Presented by Stern Economics, FAS Economics, and C.V. Starr Center for Applied Economics.
Please contact Ariah Dow (firstname.lastname@example.org) with any questions.
"Optimal Taxation and R&D Policies" - Stefanie Stantcheva, Ufuk Akcigit, John Grigsby, and Tom Nicholas
We study the optimal design of R&D policies and corporate taxation as a dynamic mechanism design with externalities using the tools of public economics. Firms are heterogeneous in their research productivity, i.e., in the efficiency with which they convert a given set of R&D inputs into successful innovations.
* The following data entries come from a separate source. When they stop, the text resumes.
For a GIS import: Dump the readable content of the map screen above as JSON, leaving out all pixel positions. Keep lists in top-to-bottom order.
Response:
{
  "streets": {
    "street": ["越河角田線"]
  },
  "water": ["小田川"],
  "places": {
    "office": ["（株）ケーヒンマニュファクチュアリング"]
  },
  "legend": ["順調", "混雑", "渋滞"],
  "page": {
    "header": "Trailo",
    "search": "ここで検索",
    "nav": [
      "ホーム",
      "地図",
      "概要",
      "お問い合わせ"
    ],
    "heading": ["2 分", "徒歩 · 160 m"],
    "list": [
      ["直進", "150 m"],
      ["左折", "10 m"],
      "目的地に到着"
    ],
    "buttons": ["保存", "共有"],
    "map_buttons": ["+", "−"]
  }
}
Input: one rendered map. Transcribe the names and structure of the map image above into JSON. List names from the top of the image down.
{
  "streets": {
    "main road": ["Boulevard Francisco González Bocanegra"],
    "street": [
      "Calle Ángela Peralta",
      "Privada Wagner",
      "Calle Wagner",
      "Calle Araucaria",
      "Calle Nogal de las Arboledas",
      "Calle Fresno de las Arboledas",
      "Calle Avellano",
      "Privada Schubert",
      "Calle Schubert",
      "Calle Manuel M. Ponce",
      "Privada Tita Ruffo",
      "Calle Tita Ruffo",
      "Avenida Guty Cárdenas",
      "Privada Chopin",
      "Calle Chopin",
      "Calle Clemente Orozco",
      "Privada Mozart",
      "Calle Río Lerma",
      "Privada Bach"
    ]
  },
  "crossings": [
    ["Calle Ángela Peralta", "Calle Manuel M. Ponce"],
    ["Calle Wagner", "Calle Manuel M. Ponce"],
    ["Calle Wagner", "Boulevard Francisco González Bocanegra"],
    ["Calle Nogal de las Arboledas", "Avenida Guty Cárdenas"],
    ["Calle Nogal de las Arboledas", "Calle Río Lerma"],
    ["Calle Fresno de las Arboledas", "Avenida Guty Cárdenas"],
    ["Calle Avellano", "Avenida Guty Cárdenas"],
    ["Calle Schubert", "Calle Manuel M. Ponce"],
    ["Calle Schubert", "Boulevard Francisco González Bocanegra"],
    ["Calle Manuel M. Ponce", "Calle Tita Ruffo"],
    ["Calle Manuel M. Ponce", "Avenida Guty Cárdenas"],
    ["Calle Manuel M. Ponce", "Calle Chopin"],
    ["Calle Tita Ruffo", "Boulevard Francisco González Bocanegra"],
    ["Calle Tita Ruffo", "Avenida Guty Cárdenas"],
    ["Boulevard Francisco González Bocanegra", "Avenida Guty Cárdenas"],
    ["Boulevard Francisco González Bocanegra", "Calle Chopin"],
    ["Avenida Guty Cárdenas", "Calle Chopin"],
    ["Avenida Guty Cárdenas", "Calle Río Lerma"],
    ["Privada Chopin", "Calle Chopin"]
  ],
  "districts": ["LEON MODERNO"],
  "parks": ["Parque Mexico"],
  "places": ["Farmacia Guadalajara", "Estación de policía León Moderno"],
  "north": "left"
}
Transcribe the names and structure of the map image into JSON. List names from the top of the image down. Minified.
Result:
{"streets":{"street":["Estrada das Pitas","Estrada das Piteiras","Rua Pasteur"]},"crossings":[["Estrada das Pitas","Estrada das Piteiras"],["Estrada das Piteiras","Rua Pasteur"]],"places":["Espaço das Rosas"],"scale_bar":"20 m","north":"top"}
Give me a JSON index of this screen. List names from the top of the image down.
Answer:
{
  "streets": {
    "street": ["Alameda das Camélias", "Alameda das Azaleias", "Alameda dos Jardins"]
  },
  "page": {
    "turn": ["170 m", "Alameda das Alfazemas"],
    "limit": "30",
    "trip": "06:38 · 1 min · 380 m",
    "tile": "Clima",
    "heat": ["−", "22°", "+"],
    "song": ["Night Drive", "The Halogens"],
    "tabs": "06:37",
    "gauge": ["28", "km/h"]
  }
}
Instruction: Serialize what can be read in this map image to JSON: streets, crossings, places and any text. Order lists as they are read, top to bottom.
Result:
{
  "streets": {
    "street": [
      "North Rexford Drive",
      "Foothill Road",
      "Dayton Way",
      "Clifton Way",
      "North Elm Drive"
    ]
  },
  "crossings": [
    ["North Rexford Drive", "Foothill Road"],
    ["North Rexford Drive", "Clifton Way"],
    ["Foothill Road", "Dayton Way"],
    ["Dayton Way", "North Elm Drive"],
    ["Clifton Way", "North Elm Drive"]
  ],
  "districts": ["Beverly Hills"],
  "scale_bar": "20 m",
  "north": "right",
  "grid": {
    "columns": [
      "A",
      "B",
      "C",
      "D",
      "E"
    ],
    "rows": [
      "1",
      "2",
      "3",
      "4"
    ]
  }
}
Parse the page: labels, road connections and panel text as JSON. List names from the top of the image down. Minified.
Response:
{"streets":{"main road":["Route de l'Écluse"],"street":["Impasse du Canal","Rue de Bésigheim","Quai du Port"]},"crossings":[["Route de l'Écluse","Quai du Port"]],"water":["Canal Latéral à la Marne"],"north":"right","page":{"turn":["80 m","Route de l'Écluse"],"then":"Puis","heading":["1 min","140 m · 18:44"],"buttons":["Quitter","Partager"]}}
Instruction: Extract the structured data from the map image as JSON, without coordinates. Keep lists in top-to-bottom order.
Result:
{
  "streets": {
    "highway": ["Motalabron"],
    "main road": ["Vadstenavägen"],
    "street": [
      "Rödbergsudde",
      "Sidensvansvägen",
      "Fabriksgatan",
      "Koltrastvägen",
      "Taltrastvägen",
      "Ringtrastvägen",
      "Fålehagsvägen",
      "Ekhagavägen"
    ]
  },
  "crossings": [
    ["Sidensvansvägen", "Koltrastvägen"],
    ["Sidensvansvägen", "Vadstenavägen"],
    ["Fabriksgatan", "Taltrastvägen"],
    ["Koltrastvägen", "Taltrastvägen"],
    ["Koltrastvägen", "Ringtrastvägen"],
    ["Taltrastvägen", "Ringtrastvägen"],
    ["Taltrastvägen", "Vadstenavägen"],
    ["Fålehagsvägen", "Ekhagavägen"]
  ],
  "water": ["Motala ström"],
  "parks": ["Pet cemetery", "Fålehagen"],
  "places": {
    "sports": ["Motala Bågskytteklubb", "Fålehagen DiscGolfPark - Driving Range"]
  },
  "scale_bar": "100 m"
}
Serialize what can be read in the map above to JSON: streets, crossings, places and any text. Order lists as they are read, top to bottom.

There are non-internalized technology spillovers across firms, but the asymmetric information about firms' research productivity prevents the first best solution. We characterize the optimal policies for firms of different sizes and ages. We highlight that key parameters for these policies are i) the relative complementarities between observable R&D investments, unobservable R&D inputs, and firm productivity, and ii) the dispersion and persistence of firm productivity. We estimate our model using firm-level data matched to patent data and quantify the optimal policies. Simpler innovation policies, such as linear R&D subsidies and linear profit taxes, lead to large revenue losses relative to the optimal mechanism. Our formulas and theoretical and numerical methods are more broadly applicable to the provision of firm incentives in dynamic settings with asymmetric information and spillovers.